What you mean @eriksquires is that stepped baffles is a way of showing the world that you are a real, serious audiophile because they usually ruin the look of your speakers? 😎I just want to add something. Stepped baffles are very cool looking and anyone who doesn't think so is dead inside. 😉
Tilting of "main lobe" around MT xo because of timing/distance offset can be heard and measured easily, IMO. I use only DSP-xo and symmetric LR2 or LR4 acoustic slopes, so delay is easy to adjust very precisely. Step response and reversed polarity of tweeter are used to analyze. When xo is 3kHz or higher, it is easy to be a full cycle off and this leads to negative summing one octave up and down from xo. I haven't saved the test measurements which were off.
Vertical main lobe accuracy is important and worth the trouble for a diyer who knows the location an sitting height of the end user. And it is often about +/- 10 deg anyway.

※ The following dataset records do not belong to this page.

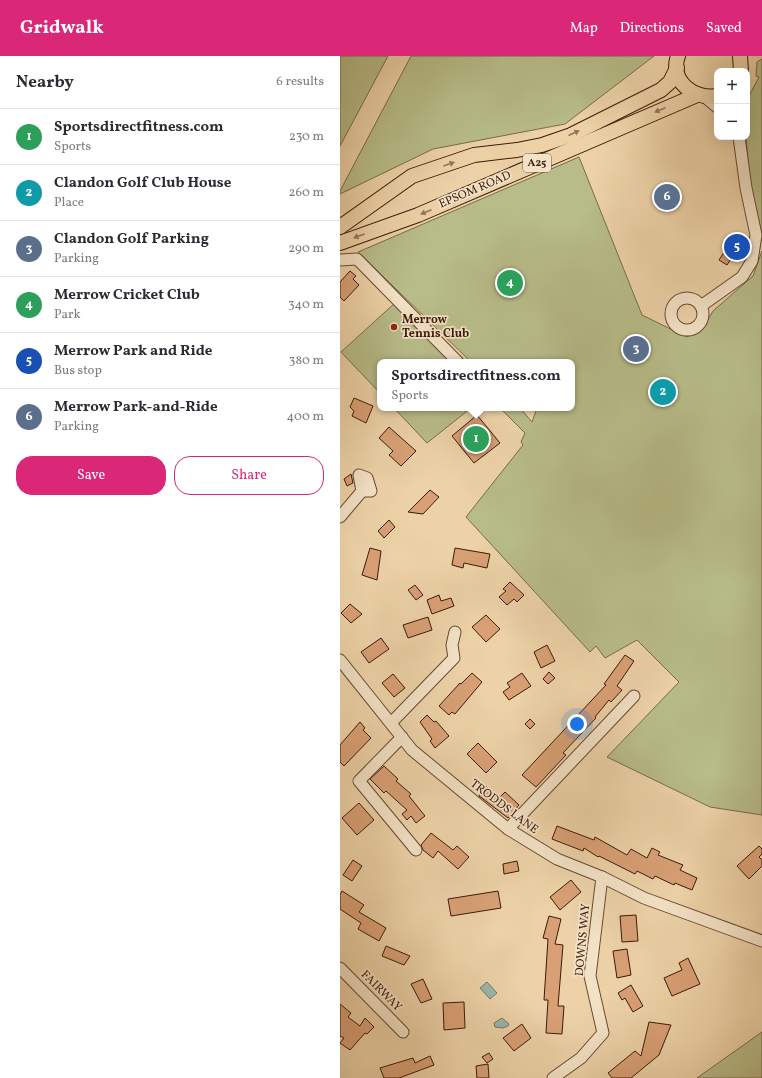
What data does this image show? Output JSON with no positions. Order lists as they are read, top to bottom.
{
  "streets": {
    "main road": ["A25", "EPSOM ROAD"],
    "street": ["TRODDS LANE", "DOWNS WAY", "FAIRWAY"]
  },
  "crossings": [
    ["TRODDS LANE", "DOWNS WAY"]
  ],
  "places": ["Merrow Tennis Club"],
  "page": {
    "header": "Gridwalk",
    "nav": ["Map", "Directions", "Saved"],
    "heading": ["Nearby", "6 results"],
    "map_buttons": ["+", "−"],
    "list": [
      {
        "mark": "1",
        "name": "Sportsdirectfitness.com",
        "note": "Sports",
        "value": "230 m"
      },
      {
        "mark": "2",
        "name": "Clandon Golf Club House",
        "note": "Place",
        "value": "260 m"
      },
      {
        "mark": "3",
        "name": "Clandon Golf Parking",
        "note": "Parking",
        "value": "290 m"
      },
      {
        "mark": "4",
        "name": "Merrow Cricket Club",
        "note": "Park",
        "value": "340 m"
      },
      {
        "mark": "5",
        "name": "Merrow Park and Ride",
        "note": "Bus stop",
        "value": "380 m"
      },
      {
        "mark": "6",
        "name": "Merrow Park-and-Ride",
        "note": "Parking",
        "value": "400 m"
      }
    ],
    "pins": [
      "6",
      "5",
      "4",
      "3",
      "2",
      "1"
    ],
    "popup": ["Sportsdirectfitness.com", "Sports"],
    "buttons": ["Save", "Share"]
  }
}
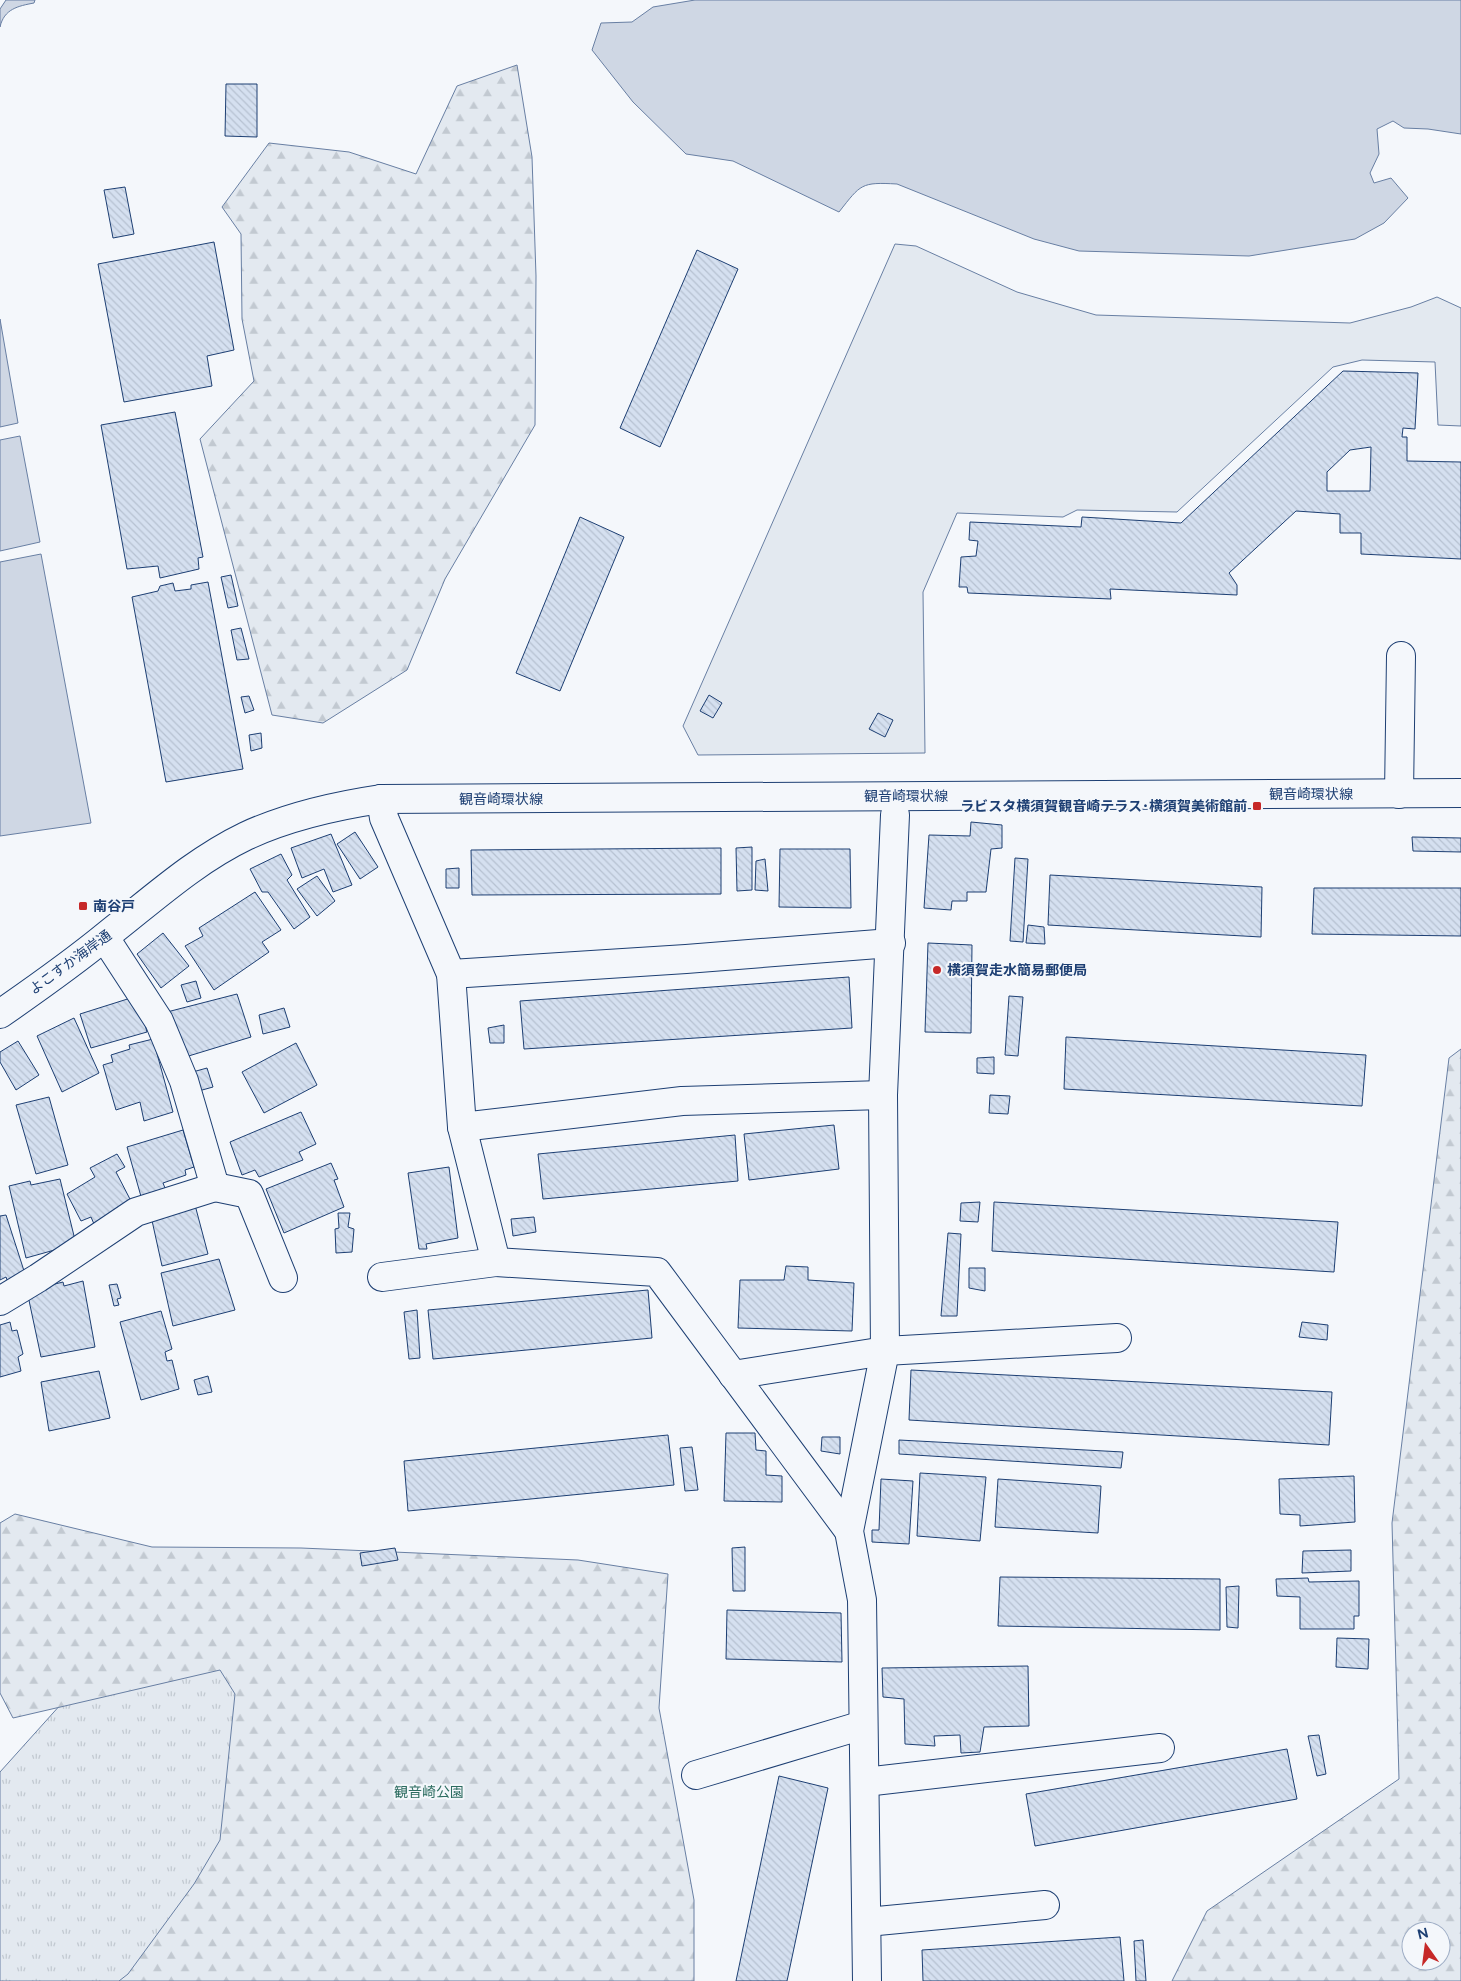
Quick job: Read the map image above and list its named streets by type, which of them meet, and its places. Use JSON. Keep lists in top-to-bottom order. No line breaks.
{"streets":{"main road":["観音崎環状線","よこすか海岸通"]},"crossings":[["観音崎環状線","よこすか海岸通"]],"parks":["観音崎公園"],"places":{"transit":["ラビスタ横須賀観音崎テラス･横須賀美術館前","南谷戸"],"other":["横須賀走水簡易郵便局"]},"north":"top"}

I hear it just like Norman best with transients eg. cymbal hit, piano high single short notes etc. With female voice or violin it just changes the tonality a little.
A step in the baffle makes lots of interferences, so it is not a wise way to time-align passive speakers.
AINOgradient is 4-way with acoustic LR2-elliptic xos, M/T 3200Hz

Vertical main lobe accuracy is important and worth the trouble for a diyer who knows the location an sitting height of the end user. And it is often about +/- 10 deg anyway.
I hear it just like Norman best with transients eg. cymbal hit, piano high single short notes etc. With female voice or violin it just changes the tonality a little.
A step in the baffle makes lots of interferences, so it is not a wise way to time-align passive speakers.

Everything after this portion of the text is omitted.